Cristian Alberto 'Kily' González Peret (born 4 August 1974) is an Argentine football manager and former professional footballer who played mainly as a left winger, and is currently a head coach.

He started his career with Rosario Central which he would represent in three different spells, moving to Spain in 1996 where he appeared for Zaragoza and Valencia, amassing La Liga totals of 182 matches and 23 goals during seven seasons and winning the national championship with the latter. He also spent three years in Italy with Inter Milan.

González's spell in the Argentina national team lasted for ten years, in which he was selected for the 2002 World Cup and two Copa América tournaments, for a total of 56 caps.

Club career

Early years
Born in Rosario, Santa Fe, González started playing with local Rosario Central, making his Argentine Primera División debut on 18 December 1993 in a 0–2 away loss against Club de Gimnasia y Esgrima La Plata.

After two years he moved to Boca Juniors, spending the 1995–96 season there and playing alongside Diego Maradona.

Spain
In 1996, González was transferred to Real Zaragoza. He appeared in his first game in La Liga on 8 September by playing 19 minutes in a 2–1 win at Sevilla FC and, during his three-year spell in Aragon, shared teams with countryman Gustavo López who was also a winger.

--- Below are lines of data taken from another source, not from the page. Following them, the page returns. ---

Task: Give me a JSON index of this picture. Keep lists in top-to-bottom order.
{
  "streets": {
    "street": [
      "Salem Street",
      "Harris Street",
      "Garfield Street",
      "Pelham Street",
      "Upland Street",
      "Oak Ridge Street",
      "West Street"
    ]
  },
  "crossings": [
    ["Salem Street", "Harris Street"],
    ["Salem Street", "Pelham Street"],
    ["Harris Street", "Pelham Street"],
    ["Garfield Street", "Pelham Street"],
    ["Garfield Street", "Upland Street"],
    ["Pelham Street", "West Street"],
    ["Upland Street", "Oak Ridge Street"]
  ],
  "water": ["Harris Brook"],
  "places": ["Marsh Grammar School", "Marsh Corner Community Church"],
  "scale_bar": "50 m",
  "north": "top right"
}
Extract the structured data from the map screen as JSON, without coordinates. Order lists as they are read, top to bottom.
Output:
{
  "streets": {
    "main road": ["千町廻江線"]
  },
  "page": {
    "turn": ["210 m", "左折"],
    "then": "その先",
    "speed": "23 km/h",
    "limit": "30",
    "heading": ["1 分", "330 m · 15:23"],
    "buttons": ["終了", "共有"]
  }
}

Subsequently, González joined fellow league club Valencia CF for 1,300,000 pesetas, being teammate to also Argentines Pablo Aimar and Roberto Ayala for several seasons and contributing with 31 matches and two goals in the 2001–02 campaign as his team won the league title after a 31-year wait. Following the emergence of younger Vicente he became surplus to requirements – only 13 appearances and 546 minutes of action in his last year, which also included a run-in with manager Rafael Benítez– and left the Che as a free agent; additionally, he amassed UEFA Champions League combined totals of 31 matches and five goals as they reached the final in 2000 and 2001, and was granted Spanish nationality in early January 2001.

Inter
In summer 2003, González followed Valencia coach Héctor Cuper to Inter Milan, and again shared teams with several compatriots.

He was used mainly as a substitute during his tenure, playing 75 official games and failing to find the net.

Return home
Aged 32, González returned to his country and Rosario Central, going on to still be an important first-team member during three top flight seasons. On 4 August 2009, he joined San Lorenzo de Almagro who was managed by former national teammate Diego Simeone; after the former's relegation, however, he decided to rejoin for a third spell and help in the Primera B Nacional campaign, following which he retired at 37.

In June 2020, after over a year in charge of its reserve team, González became Rosario Central's manager on an 18-month contract. On his debut on 3 November, the club won 2–1 at home to Godoy Cruz Antonio Tomba.

González led Central to the quarter-finals of the Copa Sudamericana in 2021, losing 5–3 on aggregate to Brazil's Red Bull Bragantino in August. The following 20 March, after a derby defeat to Newell's Old Boys, he was dismissed.

International career
An Argentine international since 1995, González made his debut on 8 November in a 0–1 home defeat to Brazil. He was selected by manager Marcelo Bielsa for his 1999 Copa América squad, scoring one of his nine goals in the nation's 2–0 group stage win against Uruguay as the former went on to reach the quarter finals only to be eliminated by eventual champions Brazil. He went on to become a regular member of the starting eleven under that coach, and also participated in the 2002 FIFA World Cup in Japan and South Korea, starting against England (and being replaced) and also appearing against Nigeria and Sweden in an eventual group stage exit.

Two years later, again under Bielsa, González was selected for the 2004 Summer Olympics tournament as one of three overaged players. He featured in all games and scored in the opener against Serbia (6–0), helping the Albiceleste win gold in Athens.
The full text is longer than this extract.